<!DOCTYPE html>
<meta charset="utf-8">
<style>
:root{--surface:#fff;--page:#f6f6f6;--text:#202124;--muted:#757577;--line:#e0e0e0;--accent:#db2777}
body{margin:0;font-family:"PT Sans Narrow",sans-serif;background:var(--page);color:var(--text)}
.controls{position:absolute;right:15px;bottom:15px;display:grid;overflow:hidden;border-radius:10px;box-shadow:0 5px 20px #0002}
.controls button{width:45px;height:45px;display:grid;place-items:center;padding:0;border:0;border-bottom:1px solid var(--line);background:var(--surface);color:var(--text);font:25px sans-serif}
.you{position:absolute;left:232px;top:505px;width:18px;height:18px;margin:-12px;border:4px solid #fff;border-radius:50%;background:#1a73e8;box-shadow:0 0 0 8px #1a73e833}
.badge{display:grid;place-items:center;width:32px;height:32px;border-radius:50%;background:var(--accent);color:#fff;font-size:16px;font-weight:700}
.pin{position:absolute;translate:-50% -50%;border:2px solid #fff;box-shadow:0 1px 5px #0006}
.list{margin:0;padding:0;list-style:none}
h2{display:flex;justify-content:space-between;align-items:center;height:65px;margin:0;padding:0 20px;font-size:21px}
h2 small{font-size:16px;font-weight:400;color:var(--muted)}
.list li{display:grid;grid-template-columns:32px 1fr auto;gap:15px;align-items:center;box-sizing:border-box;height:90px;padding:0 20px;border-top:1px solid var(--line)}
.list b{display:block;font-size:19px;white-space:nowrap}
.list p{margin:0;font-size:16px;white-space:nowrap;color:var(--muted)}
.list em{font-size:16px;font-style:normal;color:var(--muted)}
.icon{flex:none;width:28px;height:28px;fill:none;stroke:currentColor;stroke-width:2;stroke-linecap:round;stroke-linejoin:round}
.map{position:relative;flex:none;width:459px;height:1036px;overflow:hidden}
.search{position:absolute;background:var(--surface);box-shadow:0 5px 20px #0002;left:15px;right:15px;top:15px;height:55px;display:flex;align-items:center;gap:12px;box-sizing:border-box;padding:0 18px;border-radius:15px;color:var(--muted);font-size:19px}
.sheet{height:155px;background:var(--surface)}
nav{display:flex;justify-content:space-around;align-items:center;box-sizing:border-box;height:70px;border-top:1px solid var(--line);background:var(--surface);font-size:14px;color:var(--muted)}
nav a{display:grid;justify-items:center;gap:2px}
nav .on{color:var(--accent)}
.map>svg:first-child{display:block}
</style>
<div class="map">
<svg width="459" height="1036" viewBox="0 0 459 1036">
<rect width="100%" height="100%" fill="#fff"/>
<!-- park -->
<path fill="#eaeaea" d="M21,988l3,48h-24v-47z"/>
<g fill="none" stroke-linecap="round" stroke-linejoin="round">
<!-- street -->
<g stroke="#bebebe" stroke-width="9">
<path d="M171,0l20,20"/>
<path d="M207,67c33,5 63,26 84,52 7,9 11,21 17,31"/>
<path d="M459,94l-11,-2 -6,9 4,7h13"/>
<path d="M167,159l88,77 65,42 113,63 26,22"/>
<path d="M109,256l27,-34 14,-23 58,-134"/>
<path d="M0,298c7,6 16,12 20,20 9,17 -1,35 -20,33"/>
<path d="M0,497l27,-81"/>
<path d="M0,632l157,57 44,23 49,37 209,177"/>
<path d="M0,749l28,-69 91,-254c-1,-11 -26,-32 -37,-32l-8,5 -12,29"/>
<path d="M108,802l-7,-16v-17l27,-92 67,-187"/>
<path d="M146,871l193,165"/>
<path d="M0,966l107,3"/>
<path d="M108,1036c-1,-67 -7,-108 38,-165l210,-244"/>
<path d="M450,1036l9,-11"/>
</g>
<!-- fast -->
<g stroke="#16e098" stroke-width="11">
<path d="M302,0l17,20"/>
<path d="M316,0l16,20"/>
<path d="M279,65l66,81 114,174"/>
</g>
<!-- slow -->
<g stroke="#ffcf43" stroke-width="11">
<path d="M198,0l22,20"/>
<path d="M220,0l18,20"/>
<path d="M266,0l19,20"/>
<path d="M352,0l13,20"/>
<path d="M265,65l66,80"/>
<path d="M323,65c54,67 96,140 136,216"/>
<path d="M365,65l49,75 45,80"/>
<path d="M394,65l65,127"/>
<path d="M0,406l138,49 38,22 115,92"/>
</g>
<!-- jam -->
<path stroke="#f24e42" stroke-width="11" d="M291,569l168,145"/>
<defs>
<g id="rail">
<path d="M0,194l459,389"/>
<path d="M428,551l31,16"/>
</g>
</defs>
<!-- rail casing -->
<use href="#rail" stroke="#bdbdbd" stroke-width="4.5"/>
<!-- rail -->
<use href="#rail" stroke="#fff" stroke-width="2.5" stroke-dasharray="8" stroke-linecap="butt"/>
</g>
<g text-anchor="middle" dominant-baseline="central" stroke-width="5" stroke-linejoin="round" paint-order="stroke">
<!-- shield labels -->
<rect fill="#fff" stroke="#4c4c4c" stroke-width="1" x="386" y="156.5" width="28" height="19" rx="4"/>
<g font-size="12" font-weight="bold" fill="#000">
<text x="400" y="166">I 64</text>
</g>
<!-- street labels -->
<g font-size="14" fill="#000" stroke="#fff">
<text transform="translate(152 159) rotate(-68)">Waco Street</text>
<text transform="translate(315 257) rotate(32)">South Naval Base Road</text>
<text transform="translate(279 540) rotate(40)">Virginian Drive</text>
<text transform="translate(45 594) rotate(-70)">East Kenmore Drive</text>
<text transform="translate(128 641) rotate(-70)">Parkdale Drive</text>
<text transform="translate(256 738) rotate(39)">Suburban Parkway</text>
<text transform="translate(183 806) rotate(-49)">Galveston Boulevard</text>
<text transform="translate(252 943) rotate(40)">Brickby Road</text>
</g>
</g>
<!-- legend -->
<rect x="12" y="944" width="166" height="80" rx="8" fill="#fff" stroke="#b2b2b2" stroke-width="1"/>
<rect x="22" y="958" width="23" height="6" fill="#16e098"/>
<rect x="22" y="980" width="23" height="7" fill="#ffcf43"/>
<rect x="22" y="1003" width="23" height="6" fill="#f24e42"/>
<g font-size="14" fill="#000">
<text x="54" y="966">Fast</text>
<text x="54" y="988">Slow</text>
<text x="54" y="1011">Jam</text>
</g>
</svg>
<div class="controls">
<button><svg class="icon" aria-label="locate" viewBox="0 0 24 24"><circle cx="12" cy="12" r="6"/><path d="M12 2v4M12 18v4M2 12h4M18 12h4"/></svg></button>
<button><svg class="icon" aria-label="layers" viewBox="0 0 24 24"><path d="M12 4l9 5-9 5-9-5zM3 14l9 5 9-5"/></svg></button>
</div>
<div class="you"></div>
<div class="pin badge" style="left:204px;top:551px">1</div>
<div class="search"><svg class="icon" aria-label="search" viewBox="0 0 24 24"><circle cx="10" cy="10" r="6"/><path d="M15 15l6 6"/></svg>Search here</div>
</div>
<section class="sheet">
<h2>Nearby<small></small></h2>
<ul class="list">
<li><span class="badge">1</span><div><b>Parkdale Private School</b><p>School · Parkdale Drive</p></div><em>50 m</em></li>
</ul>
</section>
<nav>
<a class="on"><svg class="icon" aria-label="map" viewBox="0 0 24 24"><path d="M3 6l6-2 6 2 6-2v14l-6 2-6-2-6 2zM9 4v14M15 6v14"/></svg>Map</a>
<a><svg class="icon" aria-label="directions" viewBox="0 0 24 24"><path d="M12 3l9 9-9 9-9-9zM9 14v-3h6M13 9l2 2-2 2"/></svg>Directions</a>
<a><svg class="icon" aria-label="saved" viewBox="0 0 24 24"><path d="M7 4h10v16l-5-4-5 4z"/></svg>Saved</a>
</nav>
____
▶ [Your task]
Among the lines above, which hold the word "white"? Report each one.

▶ [Reply]
.list b{display:block;font-size:19px;white-space:nowrap}
.list p{margin:0;font-size:16px;white-space:nowrap;color:var(--muted)}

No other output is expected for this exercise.